Write out each line of the records that has "turn" in it.
☆ ☆ ☆
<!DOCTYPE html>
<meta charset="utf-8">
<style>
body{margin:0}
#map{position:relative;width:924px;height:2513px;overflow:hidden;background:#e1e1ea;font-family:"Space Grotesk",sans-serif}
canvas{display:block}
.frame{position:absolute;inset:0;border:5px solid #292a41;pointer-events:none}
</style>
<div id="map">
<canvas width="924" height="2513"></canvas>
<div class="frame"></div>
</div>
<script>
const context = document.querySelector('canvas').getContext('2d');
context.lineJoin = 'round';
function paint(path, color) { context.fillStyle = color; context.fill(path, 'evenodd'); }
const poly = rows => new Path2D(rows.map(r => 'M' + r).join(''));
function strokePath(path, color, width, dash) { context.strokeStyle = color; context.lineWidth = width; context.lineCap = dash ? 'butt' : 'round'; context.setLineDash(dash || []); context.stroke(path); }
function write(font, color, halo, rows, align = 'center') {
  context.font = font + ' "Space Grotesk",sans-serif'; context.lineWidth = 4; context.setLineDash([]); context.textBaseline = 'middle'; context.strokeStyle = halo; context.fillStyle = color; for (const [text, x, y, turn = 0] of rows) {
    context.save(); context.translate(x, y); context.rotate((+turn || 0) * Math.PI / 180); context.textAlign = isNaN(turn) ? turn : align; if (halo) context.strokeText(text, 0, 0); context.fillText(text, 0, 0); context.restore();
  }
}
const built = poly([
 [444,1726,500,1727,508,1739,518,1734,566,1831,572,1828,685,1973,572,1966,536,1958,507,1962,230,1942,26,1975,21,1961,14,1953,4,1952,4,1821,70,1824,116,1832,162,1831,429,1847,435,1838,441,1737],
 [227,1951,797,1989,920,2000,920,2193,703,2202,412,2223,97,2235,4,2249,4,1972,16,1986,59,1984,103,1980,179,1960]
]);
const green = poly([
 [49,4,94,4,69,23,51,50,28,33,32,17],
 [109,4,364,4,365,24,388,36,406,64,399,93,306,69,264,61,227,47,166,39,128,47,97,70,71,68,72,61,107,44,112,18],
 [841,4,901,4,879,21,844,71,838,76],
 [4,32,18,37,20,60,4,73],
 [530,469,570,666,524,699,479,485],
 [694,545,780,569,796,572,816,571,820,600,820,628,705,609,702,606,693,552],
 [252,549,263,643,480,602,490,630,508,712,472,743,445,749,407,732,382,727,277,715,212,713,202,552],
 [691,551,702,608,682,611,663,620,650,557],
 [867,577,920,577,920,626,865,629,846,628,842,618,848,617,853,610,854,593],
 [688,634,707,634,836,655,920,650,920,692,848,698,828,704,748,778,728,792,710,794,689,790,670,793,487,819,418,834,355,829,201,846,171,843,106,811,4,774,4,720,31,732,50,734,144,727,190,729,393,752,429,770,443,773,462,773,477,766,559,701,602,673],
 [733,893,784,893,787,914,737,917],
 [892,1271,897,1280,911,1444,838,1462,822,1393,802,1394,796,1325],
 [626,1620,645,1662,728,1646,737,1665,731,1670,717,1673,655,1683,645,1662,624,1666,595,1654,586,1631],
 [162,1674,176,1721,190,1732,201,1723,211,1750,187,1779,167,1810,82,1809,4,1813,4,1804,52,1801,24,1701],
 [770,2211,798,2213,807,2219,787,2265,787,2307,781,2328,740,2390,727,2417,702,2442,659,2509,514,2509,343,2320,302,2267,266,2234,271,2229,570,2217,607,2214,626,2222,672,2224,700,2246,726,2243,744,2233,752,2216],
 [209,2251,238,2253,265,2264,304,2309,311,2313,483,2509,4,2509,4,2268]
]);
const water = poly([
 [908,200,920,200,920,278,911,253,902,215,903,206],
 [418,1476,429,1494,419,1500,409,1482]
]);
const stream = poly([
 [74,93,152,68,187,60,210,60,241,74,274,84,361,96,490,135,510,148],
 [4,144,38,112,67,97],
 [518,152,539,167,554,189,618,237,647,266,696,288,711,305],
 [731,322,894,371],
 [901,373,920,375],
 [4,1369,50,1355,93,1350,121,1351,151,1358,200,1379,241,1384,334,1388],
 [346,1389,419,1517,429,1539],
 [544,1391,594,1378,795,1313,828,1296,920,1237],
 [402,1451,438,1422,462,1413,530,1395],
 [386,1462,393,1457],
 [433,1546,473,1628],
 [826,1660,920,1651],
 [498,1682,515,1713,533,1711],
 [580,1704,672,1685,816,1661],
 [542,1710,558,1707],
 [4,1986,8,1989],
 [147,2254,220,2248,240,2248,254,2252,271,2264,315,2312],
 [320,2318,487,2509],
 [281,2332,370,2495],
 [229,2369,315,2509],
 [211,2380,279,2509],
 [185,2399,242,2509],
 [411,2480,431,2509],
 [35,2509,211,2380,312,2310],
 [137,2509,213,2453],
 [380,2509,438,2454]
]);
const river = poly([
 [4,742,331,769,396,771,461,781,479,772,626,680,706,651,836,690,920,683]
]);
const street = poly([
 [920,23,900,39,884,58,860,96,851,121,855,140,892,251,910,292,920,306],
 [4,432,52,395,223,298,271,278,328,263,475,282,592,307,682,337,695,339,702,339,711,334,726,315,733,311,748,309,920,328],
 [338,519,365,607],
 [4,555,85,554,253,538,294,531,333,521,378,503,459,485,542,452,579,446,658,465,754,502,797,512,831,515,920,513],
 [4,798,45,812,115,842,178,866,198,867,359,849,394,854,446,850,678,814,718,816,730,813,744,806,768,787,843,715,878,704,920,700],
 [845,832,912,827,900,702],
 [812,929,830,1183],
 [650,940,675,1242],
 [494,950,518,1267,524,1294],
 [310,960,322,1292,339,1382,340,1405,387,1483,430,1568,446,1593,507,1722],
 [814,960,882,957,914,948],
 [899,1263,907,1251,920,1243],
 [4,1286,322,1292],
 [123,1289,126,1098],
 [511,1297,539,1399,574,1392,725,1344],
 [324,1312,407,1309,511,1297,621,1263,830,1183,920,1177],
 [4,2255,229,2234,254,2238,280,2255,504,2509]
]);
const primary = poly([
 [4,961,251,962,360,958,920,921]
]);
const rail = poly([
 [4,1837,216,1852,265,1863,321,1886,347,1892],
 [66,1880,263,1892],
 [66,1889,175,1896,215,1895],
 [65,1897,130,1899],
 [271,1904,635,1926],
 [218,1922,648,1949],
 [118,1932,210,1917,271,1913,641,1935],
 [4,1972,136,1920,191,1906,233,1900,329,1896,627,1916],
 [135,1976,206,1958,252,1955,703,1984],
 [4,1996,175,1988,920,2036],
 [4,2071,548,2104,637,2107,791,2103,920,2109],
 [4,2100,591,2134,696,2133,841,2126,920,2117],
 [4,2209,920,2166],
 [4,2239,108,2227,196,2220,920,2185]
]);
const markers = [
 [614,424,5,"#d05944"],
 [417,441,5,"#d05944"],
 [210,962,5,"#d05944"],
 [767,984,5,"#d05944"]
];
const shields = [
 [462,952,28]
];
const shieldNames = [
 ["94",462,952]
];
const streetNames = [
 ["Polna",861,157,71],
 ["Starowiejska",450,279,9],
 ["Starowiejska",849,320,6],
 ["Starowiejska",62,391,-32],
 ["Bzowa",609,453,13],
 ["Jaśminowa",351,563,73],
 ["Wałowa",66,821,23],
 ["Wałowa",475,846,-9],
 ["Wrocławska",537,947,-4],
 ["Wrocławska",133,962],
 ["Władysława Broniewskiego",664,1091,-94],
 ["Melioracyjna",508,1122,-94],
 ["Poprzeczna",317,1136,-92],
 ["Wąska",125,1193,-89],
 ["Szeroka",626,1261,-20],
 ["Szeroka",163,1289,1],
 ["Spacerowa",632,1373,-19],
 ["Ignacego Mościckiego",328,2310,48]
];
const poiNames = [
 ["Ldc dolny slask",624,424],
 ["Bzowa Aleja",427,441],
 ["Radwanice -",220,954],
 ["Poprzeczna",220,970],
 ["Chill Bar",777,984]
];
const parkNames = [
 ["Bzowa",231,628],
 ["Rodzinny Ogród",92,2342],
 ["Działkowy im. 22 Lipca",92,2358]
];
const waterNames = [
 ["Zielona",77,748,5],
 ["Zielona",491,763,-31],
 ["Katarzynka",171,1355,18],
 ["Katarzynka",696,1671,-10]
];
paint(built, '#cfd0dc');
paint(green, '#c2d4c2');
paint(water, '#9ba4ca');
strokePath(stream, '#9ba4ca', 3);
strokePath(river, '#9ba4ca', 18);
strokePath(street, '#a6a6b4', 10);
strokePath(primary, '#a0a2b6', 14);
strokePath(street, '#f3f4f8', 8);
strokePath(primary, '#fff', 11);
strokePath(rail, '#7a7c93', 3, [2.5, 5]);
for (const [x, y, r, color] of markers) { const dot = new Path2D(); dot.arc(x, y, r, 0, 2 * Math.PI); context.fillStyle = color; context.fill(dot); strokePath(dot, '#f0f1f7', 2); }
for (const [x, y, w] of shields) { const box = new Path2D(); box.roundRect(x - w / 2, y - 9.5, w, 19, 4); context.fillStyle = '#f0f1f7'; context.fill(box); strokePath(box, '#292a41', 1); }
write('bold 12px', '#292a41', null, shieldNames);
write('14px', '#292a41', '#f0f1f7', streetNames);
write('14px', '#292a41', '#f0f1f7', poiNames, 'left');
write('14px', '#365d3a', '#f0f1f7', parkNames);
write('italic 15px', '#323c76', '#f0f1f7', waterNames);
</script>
☆ ☆ ☆
ANSWER BOX:
  context.font = font + ' "Space Grotesk",sans-serif'; context.lineWidth = 4; context.setLineDash([]); context.textBaseline = 'middle'; context.strokeStyle = halo; context.fillStyle = color; for (const [text, x, y, turn = 0] of rows) {
    context.save(); context.translate(x, y); context.rotate((+turn || 0) * Math.PI / 180); context.textAlign = isNaN(turn) ? turn : align; if (halo) context.strokeText(text, 0, 0); context.fillText(text, 0, 0); context.restore();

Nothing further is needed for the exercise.